Credit cards can give you a lot of flexibility when it comes to your finances. When you get a credit card, you have the freedom to make purchases even when you don’t have any cash on hand. As long as you always spend within your means and make payments on time, your credit accounts can add diversity to your credit history and reflect positively on your overall financial health.
Most consumers know that every credit account has a spending limit. If you exceed this limit, purchases may be declined. This doesn’t mean that you want to spend just up to your limit every month. If you consistently max out your credit cards, or come close to doing so, it will negatively affect your credit and lenders will see you as a higher risk borrower.
How much credit do I have?
The easiest way to see your credit limit is to log in to your online account or check the monthly statements that you receive in the mail. You should see the available credit on the account clearly listed.
How much credit should I use?
Ideally, you don’t want to spend more than 30% of your available credit. This means that if your account has a $1,000 credit limit, you should avoid spending more than $300 each month.
If your available credit is fairly low and you’re having a difficult time keeping your spending below 30%, consider making multiple payments per month to keep your balance down. Credit companies typically report balances to the bureaus at the end of the month. When it’s reported, you want your usage to be above 0%, but below 30%. This shows that you’re a responsible borrower.
Can I increase the amount of credit that I have?
If you regularly use more than 30% of your available credit, it might be a good idea to see if the creditor is willing to increase your limit. The creditor will probably need to perform a hard inquiry to assess your creditworthiness. Hard inquiries temporarily have a negative effect on your credit.
Creditors are often willing to increase your limit if you make payments on time and in full each month, or if you’ve had an increase in income.
You could also consider opening another credit card.

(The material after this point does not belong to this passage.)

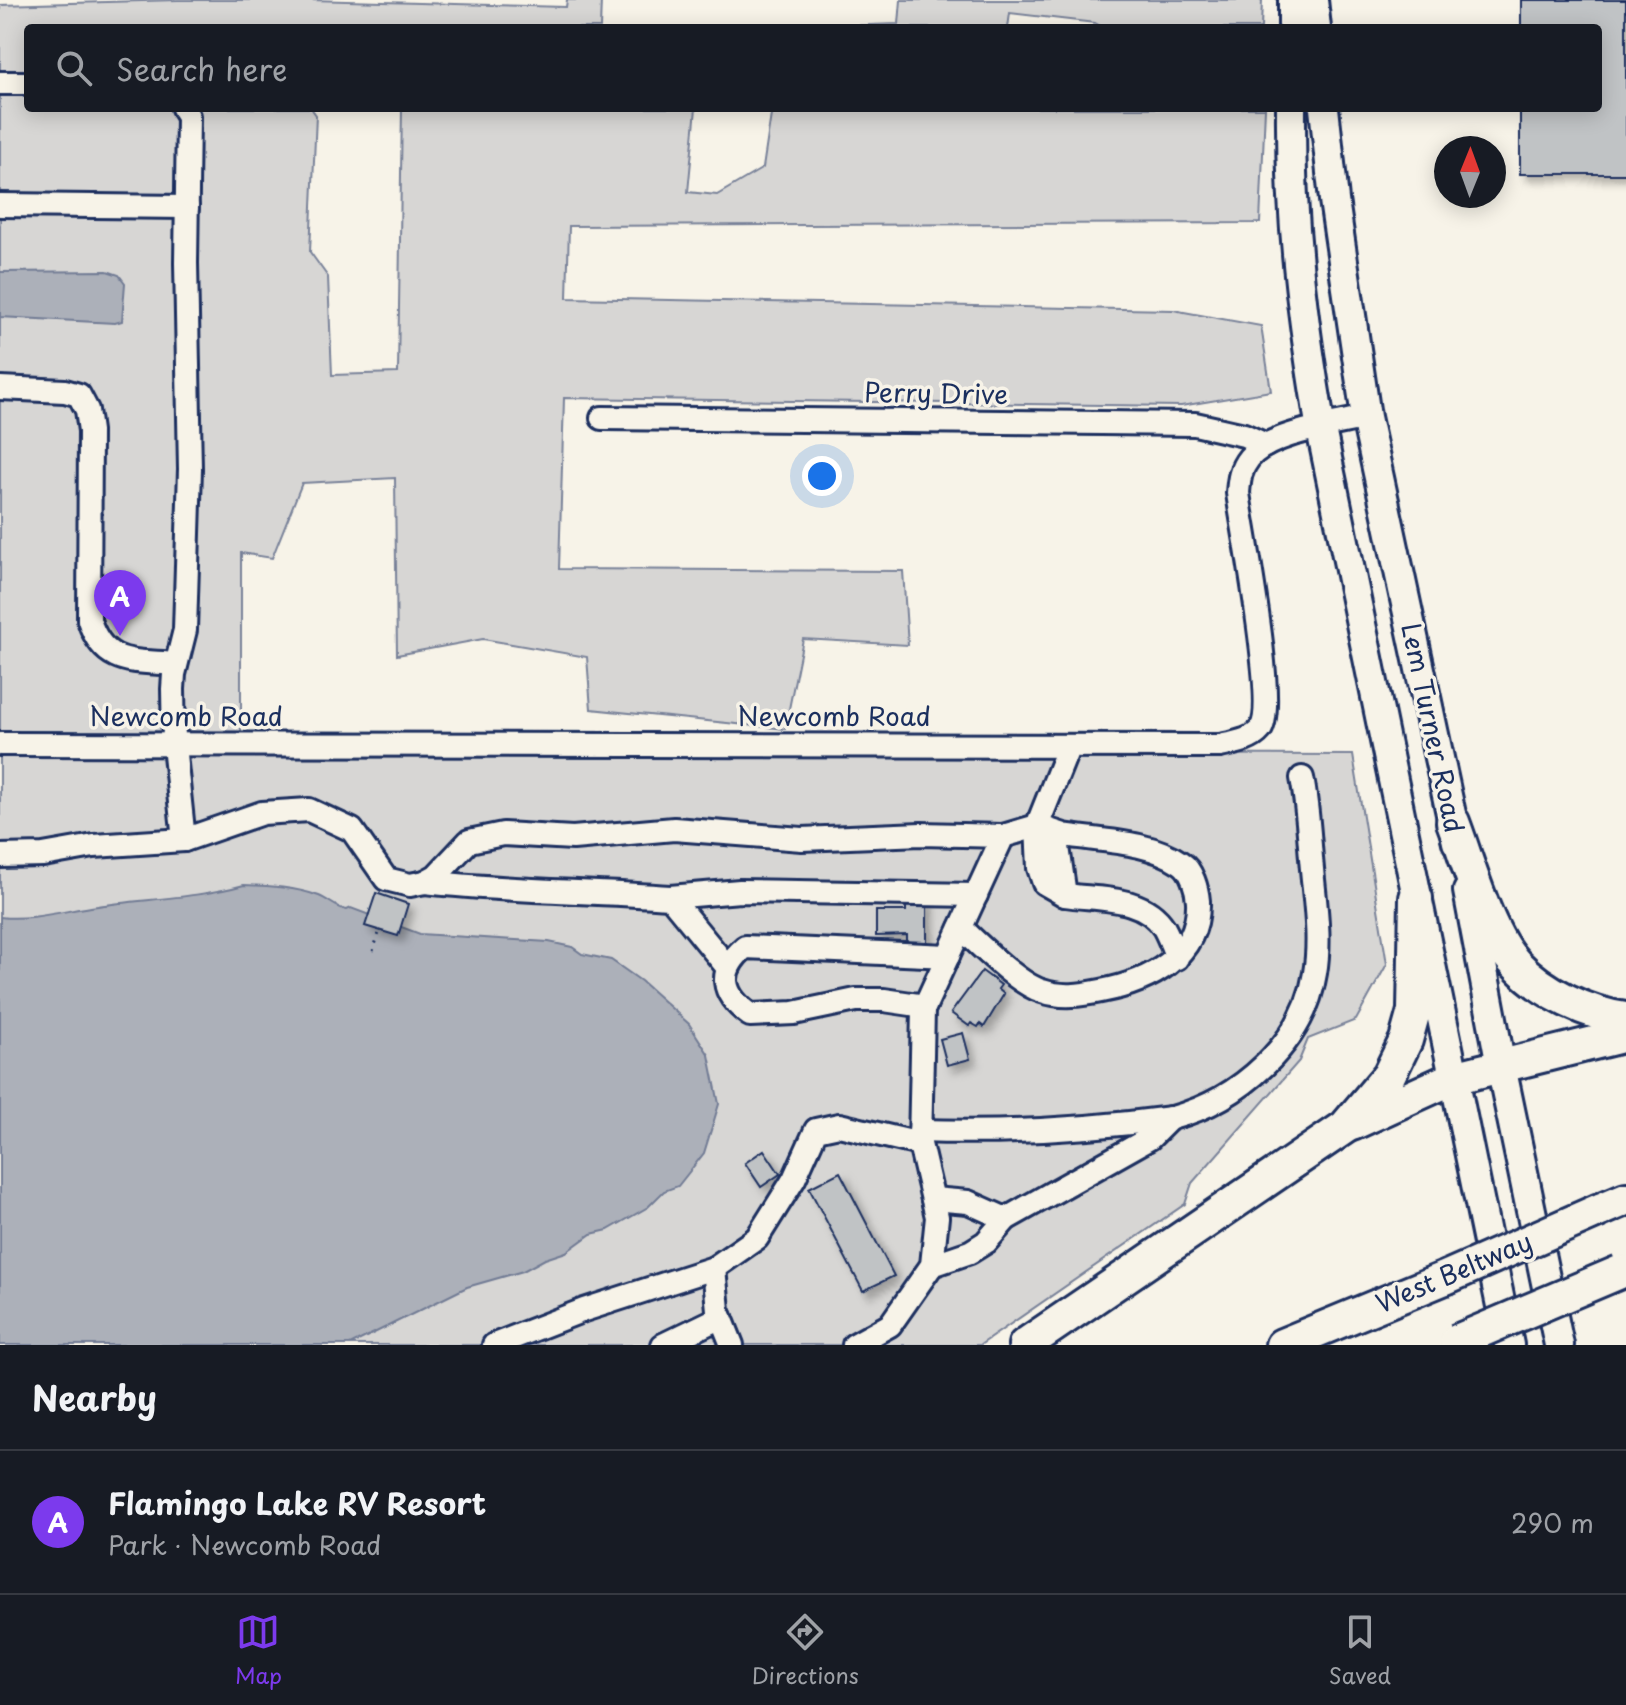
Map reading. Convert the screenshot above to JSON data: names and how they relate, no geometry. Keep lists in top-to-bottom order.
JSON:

Each individual account has its own set limit, so opening a new account will give you an additional 30% of the new account’s limit. Keep in mind that opening another account also requires a hard inquiry on behalf of the creditor. For this reason, it’s best to choose between opening a new account or requesting that an existing creditor increase your limit. This way, you avoid two hard inquiries.
Credit cards offer significant flexibility and convenience, and they help build a well rounded credit history. Keep your credit utilization ratio low to continue making the most of your credit accounts.